(Saved entries)
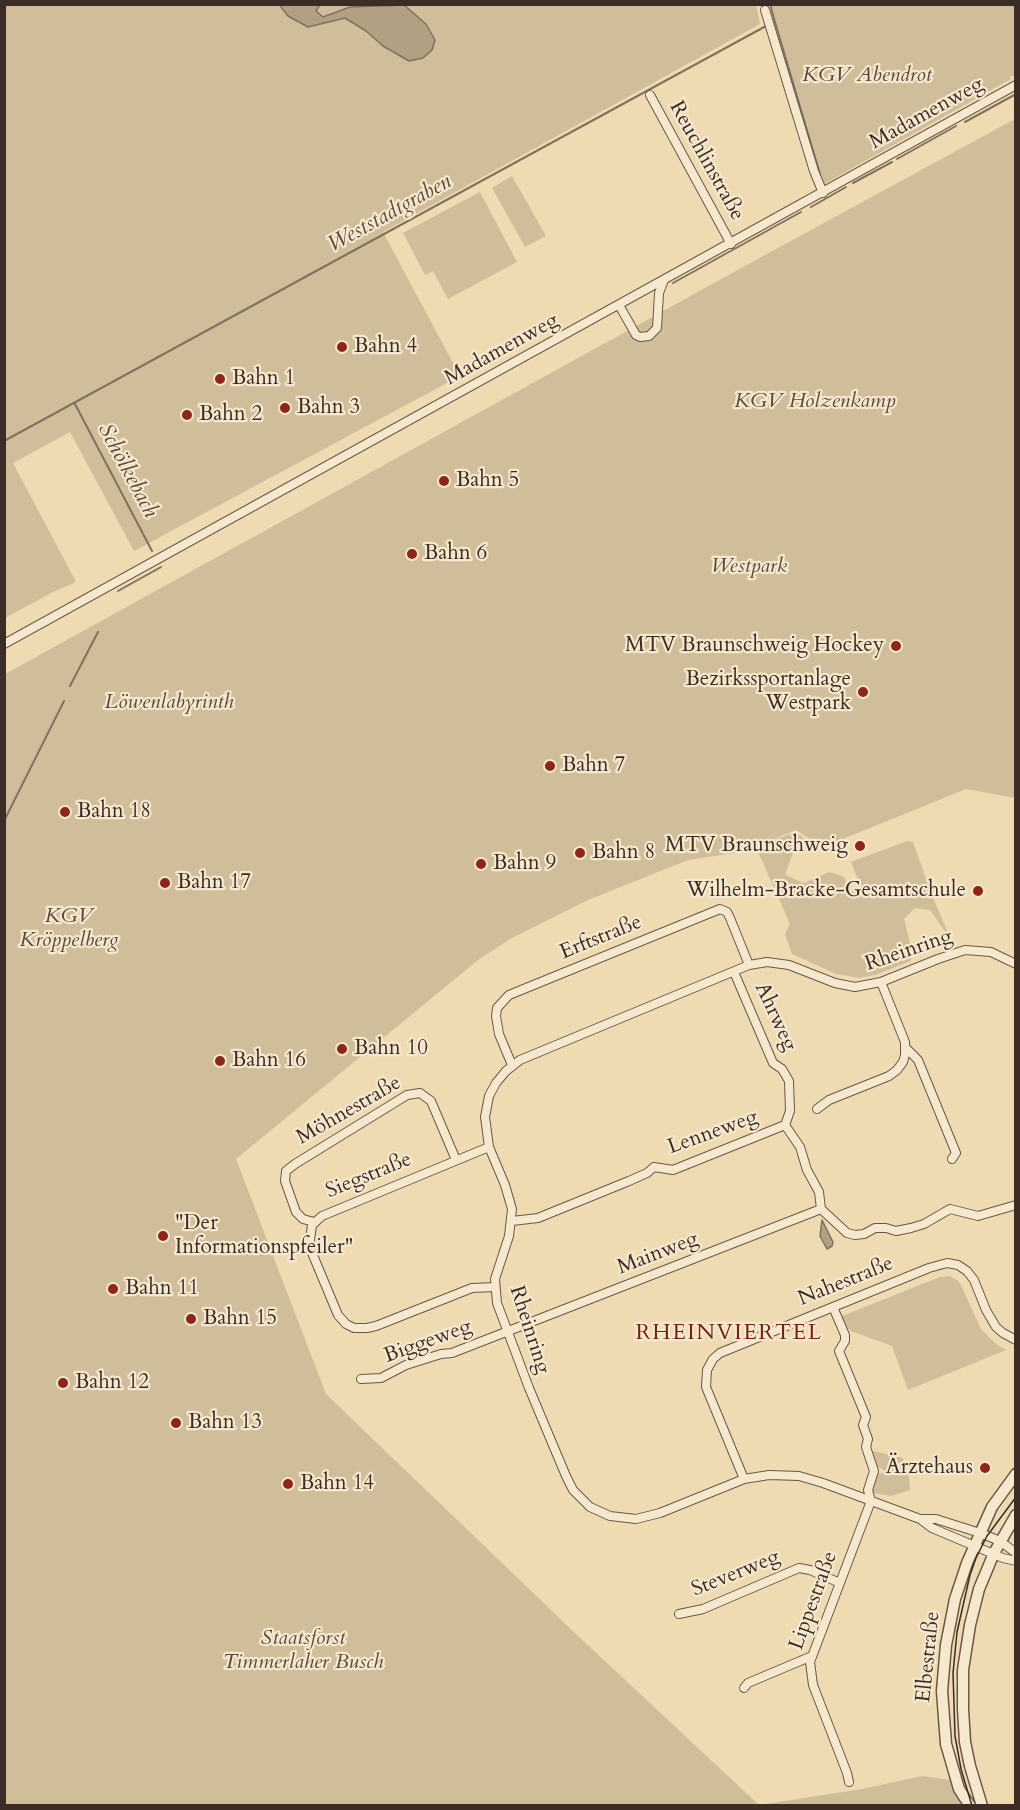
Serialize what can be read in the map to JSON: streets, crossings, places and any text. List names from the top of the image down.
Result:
{
  "streets": {
    "street": [
      "Madamenweg",
      "Reuchlinstraße",
      "Erftstraße",
      "Rheinring",
      "Ahrweg",
      "Möhnestraße",
      "Lenneweg",
      "Siegstraße",
      "Mainweg",
      "Nahestraße",
      "Biggeweg",
      "Steverweg",
      "Lippestraße",
      "Elbestraße"
    ]
  },
  "crossings": [
    ["Madamenweg", "Reuchlinstraße"],
    ["Erftstraße", "Rheinring"],
    ["Rheinring", "Ahrweg"],
    ["Rheinring", "Lenneweg"],
    ["Rheinring", "Siegstraße"],
    ["Rheinring", "Mainweg"],
    ["Rheinring", "Nahestraße"],
    ["Rheinring", "Biggeweg"],
    ["Rheinring", "Lippestraße"],
    ["Rheinring", "Elbestraße"],
    ["Ahrweg", "Lenneweg"],
    ["Möhnestraße", "Siegstraße"],
    ["Mainweg", "Biggeweg"],
    ["Nahestraße", "Lippestraße"],
    ["Steverweg", "Lippestraße"]
  ],
  "districts": ["RHEINVIERTEL"],
  "water": ["Weststadtgraben", "Schölkebach"],
  "parks": [
    "KGV Abendrot",
    "KGV Holzenkamp",
    "Westpark",
    "Löwenlabyrinth",
    "KGV Kröppelberg",
    "Staatsforst Timmerlaher Busch"
  ],
  "places": [
    "Bahn 4",
    "Bahn 1",
    "Bahn 3",
    "Bahn 2",
    "Bahn 5",
    "Bahn 6",
    "MTV Braunschweig Hockey",
    "Bezirkssportanlage Westpark",
    "Bahn 7",
    "Bahn 18",
    "MTV Braunschweig",
    "Bahn 8",
    "Bahn 9",
    "Bahn 17",
    "Wilhelm-Bracke-Gesamtschule",
    "Bahn 10",
    "Bahn 16",
    "\"Der Informationspfeiler\"",
    "Bahn 11",
    "Bahn 15",
    "Bahn 12",
    "Bahn 13",
    "Ärztehaus",
    "Bahn 14"
  ]
}
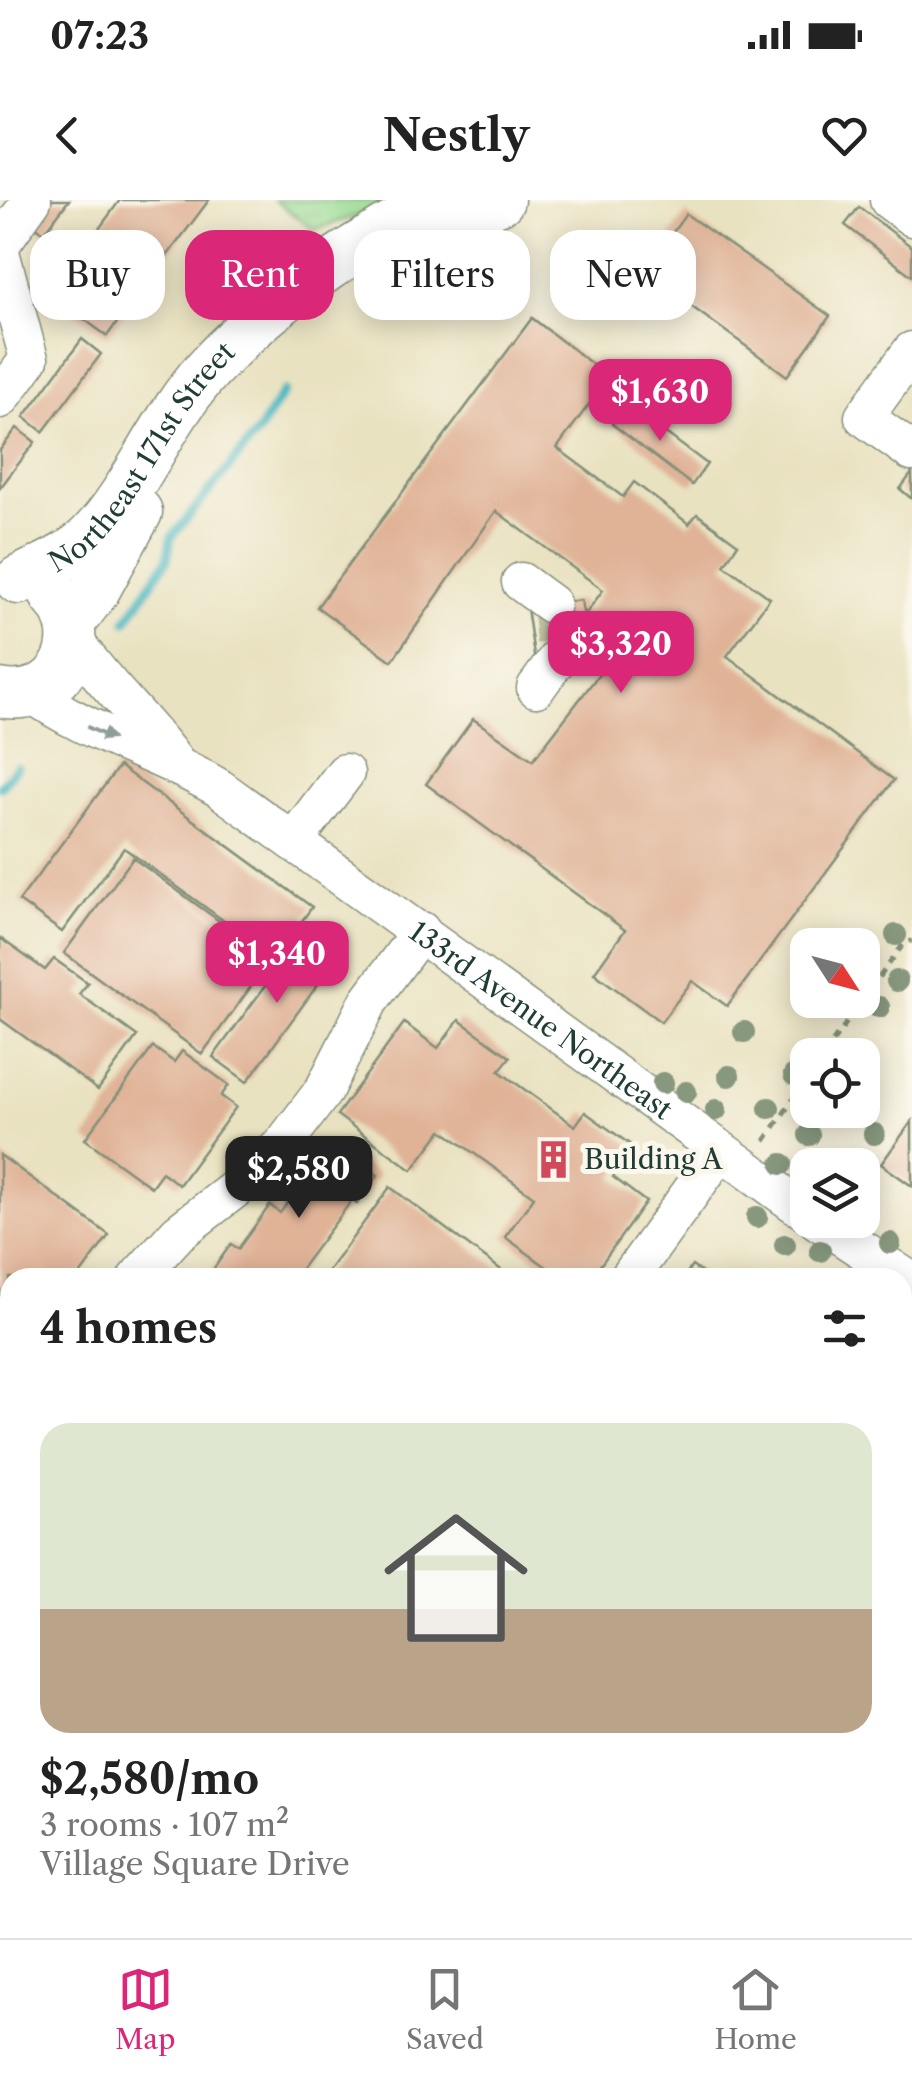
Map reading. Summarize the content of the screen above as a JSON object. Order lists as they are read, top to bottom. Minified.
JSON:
{"streets":{"main road":["Northeast 171st Street"],"street":["133rd Avenue Northeast"]},"crossings":[["Northeast 171st Street","133rd Avenue Northeast"]],"places":{"building":["Building A"]},"north":"bottom right","page":{"status":"07:23","header":"Nestly","chip":["Buy","Rent","Filters","New"],"price":["$1,630","$3,320","$1,340","$2,580"],"heading":"4 homes","list":[{"name":"$2,580/mo","note":"3 rooms · 107 m² · Village Square Drive"}],"tabs":["Map","Saved","Home"]}}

§ **EXERCISE REQUIREMENTS**
Find the string "bottom" in the entries above. Copy each line where it occurs.

§ **EXERCISE RESPONSE**
Map reading. Summarize the content of the screen above as a JSON object. Order lists as they are read, top to bottom. Minified.
{"streets":{"main road":["Northeast 171st Street"],"street":["133rd Avenue Northeast"]},"crossings":[["Northeast 171st Street","133rd Avenue Northeast"]],"places":{"building":["Building A"]},"north":"bottom right","page":{"status":"07:23","header":"Nestly","chip":["Buy","Rent","Filters","New"],"price":["$1,630","$3,320","$1,340","$2,580"],"heading":"4 homes","list":[{"name":"$2,580/mo","note":"3 rooms · 107 m² · Village Square Drive"}],"tabs":["Map","Saved","Home"]}}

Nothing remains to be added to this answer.